Hubo un silencio entre mi hermano y yo mientras ambos pensábamos lo mismo: ¿cómo habría soportado nuestra propia familia estar encarcelada en condiciones similares? Más tarde, mientras salíamos del museo, Randall dijo: “Si hubiéramos estado encerrados así, nos habríamos vuelto locos y nos habríamos matado entre nosotros”.
En cuanto a la Quinta Sinfonía de Beethoven, es posible que las personas estén familiarizadas con esas famosas notas de apertura, pero no necesariamente con toda la obra. El emocionante primer movimiento es seguido por un segundo movimiento lírico y un tercero melancólico, después de lo cual la obra termina de manera muy triunfante con los metales retumbando en una floritura conmovedora y llena de vitalidad de un final. De particular importancia es el hecho de que, aunque la sinfonía comienza en un tono menor, termina en un tono mayor. En palabras del propio Beethoven: “Muchos afirman que toda pieza en tono menor debe terminar en menor. ¡Niego! ...La alegría sigue a la tristeza, al sol, a la lluvia”.

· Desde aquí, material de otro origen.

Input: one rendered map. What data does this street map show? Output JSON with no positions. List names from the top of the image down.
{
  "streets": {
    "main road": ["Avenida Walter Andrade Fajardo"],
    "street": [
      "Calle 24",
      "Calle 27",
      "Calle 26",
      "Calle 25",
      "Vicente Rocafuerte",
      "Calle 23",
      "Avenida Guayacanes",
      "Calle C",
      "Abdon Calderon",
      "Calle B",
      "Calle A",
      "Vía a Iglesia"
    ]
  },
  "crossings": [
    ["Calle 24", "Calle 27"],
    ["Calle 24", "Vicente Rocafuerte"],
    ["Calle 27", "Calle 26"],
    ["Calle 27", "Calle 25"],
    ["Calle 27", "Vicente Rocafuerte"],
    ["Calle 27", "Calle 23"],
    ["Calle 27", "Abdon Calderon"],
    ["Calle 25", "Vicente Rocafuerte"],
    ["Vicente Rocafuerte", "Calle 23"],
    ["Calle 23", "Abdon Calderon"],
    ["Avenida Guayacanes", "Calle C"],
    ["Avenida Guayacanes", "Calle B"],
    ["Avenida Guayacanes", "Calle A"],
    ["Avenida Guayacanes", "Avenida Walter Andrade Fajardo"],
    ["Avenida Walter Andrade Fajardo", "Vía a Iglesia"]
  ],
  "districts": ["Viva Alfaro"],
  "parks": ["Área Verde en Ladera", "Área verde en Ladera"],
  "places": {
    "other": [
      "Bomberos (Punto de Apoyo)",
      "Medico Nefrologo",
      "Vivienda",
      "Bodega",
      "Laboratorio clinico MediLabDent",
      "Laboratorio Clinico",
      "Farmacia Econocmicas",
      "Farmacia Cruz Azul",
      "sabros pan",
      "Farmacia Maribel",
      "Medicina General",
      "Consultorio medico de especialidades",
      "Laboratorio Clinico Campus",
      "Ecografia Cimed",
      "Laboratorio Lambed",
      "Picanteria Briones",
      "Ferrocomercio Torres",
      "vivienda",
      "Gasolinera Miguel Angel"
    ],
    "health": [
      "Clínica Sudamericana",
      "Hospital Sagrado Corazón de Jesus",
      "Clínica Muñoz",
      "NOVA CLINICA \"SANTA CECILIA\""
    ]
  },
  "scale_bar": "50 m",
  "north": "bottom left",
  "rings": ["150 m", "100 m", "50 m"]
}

Desearía que la vida de mi madre hubiera estado llena de mayor alegría y luz del sol, después de la dolorosa pena y la lluvia de su infancia. Desafortunadamente, el trauma que sufrió durante la guerra siempre fue una nube oscura en el horizonte distante, que sobrevolaba demasiado alto. Aún así, creo que, a lo largo de su mediana edad y su vejez, sintió mucho placer al ver a sus hijos y nietos llevar vidas con mucho menos obstáculos, con infinitamente más oportunidades que las que ella alguna vez tuvo.

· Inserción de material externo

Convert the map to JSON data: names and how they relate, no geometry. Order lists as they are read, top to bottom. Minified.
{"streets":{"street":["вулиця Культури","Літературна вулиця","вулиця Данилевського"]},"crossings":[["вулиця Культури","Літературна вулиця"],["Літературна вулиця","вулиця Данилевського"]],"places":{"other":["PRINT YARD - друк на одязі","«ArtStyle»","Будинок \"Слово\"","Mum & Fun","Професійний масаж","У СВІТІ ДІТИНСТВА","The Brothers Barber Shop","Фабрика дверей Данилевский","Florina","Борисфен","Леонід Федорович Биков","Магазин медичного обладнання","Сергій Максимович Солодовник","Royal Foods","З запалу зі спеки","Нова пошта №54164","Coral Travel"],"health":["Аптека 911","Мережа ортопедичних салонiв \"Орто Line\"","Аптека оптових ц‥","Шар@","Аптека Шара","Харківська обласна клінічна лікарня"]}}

Curiosamente, Beethoven escribió su última sinfonía, la novena, después de haber perdido la audición. Es decir, mientras vivía en un mundo de silencio, compuso una obra colosal que resuena con las verdades fundamentales de la humanidad y es considerada de una genialidad aún mayor que su famosa Quinta Sinfonía. Ahora me doy cuenta de que en el propio mundo del profundo silencio de mi madre se encuentran las verdades más profundas y complejas de su vida, todas estaban allí para que mis hermanos y yo las escucháramos, pero solo si escuchábamos con suficiente atención.
*Este ensayo fue publicado originalmente en Kioku (Febrero del 2024).